Si el quechua se hubiera escrito sirviéndose del alfabeto castellano, del mismo modo que los europeos tomaron prestada la escritura descubierta en el oriente, otra habría sido la historia. Por una simple cuestión de poder un instrumento de conocimiento como la escritura sirvió también como un arma para oprimir y separar a las personas. Sólo los herederos de la aristocracia inca tuvieron el privilegio de aprender a leer y a escribir en un colegio reservado exclusivamente para ellos, de no pagar tributos, y de tener indios para su servicio. Algo parecido ocurrió también en México y en América Central. Las llamadas élites indígenas fueron aliadas indispensables para que los españoles pudieran gobernar sin grandes sobresaltos. Cuando esa alianza se rompió con la rebelión de Túpac Amaru II en el Cusco, en 1780, el imperio colonial estuvo a punto de caer.
Perdida la posibilidad de escribir libremente las lenguas indígenas, la memoria oral siguió siendo el único camino para guardar por lo menos parte de la historia. Sin embargo, la coexistencia de las élites indígenas dentro de los imperios coloniales, abrió la posibilidad para que aún de modo muy restringido una parte de la memoria oral de los pueblos americanos fuera escrita por los primeros mestizos y por algunos quechuas. Garcilaso Inca de La vega, Guamán Poma de Ayala y Titu Cusi Yupanqui, son los casos notables de la historiografía andina.
En este artículo reflexiono sobre la memoria en la cultura quechua a través de las fuentes escritas, de una danza, de la oralidad en 1998 y de la búsqueda consciente del olvido de esa memoria por parte de los extirpadores de idolatrías del siglo XVI, de hoy y de los años que vienen.

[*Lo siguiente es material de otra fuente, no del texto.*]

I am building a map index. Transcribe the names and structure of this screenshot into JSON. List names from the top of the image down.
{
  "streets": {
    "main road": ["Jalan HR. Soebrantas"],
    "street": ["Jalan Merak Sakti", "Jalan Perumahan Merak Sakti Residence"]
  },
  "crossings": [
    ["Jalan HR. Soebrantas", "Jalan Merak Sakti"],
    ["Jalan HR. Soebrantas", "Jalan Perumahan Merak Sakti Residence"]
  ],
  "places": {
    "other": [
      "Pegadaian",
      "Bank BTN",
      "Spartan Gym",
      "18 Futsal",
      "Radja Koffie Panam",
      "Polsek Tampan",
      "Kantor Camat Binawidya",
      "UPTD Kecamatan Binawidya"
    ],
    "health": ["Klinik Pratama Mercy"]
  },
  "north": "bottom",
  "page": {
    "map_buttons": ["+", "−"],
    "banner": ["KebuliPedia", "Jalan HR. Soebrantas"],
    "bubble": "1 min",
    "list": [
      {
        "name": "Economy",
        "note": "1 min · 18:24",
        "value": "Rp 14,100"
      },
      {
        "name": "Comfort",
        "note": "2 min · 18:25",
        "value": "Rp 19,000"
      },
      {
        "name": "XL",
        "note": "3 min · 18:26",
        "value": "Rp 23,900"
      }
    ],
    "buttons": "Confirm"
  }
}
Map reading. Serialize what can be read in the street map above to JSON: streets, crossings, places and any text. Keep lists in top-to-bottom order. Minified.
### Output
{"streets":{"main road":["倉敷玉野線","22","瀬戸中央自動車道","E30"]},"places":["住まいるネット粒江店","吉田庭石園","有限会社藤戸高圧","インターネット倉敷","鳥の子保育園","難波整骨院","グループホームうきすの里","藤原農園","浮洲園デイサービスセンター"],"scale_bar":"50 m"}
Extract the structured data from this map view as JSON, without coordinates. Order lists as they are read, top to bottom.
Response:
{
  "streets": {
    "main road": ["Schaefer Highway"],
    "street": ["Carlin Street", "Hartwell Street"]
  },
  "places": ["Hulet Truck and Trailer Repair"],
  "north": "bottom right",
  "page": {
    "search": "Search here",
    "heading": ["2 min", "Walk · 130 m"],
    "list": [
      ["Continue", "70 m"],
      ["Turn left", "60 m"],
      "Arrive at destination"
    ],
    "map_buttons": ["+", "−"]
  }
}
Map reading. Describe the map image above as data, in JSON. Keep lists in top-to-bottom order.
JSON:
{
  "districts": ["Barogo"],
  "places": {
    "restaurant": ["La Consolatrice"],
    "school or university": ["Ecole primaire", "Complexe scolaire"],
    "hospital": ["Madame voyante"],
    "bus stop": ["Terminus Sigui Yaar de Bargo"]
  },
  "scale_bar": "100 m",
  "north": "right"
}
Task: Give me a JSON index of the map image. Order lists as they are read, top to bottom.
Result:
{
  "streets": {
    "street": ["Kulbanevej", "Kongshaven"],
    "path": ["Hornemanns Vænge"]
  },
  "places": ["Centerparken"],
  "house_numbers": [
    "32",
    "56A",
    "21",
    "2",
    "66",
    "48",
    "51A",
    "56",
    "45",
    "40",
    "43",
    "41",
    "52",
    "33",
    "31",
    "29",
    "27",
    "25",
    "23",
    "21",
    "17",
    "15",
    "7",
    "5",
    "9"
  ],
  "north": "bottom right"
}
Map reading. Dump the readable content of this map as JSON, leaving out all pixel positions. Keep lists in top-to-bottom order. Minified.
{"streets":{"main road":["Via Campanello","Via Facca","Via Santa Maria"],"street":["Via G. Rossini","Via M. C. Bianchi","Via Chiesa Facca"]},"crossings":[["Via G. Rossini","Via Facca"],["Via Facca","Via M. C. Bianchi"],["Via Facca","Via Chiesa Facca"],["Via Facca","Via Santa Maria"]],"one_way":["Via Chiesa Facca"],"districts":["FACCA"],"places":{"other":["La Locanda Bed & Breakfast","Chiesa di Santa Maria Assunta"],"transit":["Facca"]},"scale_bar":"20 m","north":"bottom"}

En 1609, el Inca Garcilaso de la Vega publicó sus Comentarios reales de los Incas. Hasta donde sabemos es una de las primeras historias escritas por un testigo de los primeros años de la conquista de los Incas. Hijo «natural» o «ilegítimo» de un noble andaluz conquistador y de una princesa de la alta aristocracia inca, Garcilaso que vivió como exiliado en España desde los 20 años hasta su muerte tomó la pluma para «no olvidar» y contar el otro lado de la historia narrada por los cronistas hispánicos, historiógrafos que recibieron el encargo de la corona para presentar a los incas como salvajes, paganos, indignos del respeto y hasta sodomitas5. Hablaba el quechua lengua que bebió «en la leche materna», según sus propias palabras y por lo tanto sabía lo que contaba. En el siglo XVI como ahora no había una historia neutra: en última instancia se estaba a favor o en contra de los incas. Su opción lo condujo a exagerar las virtudes de los incas y a minimizar sus defectos y problemas. Ese libro, traducido a varias lenguas y con muchas ediciones, fue decisivo para que en Europa el naciente ideal de la modernidad se nutriera del sueño de un reino sin hambre, posible en la tierra y no sólo fuera del tiempo y del espacio como en Utopía, aquel libro maravilloso de Tomás Moro, publicado en 1516 cuando los europeos no sabían nada aún de la existencia de las grandes civilizaciones americanas6. Louis Baudin escribió el libro El imperio socialista de los Incas, título que ilustra con plena transparencia el encanto que produjo ese imperio entre los intelectuales europeos.
En tiempos coloniales, la aristocracia indígena en los Andes leyó Los Comentarios reales de los Incas, para guardar la memoria y soñar con una sociedad futura que se pareciera a la de los Incas. Túpac Amaru II conocía ese libro. No fue por azar que la Corona, después de la rebelión en 1780, prohibió su lectura y ordenó a sus funcionarios retirarlo de la circulación.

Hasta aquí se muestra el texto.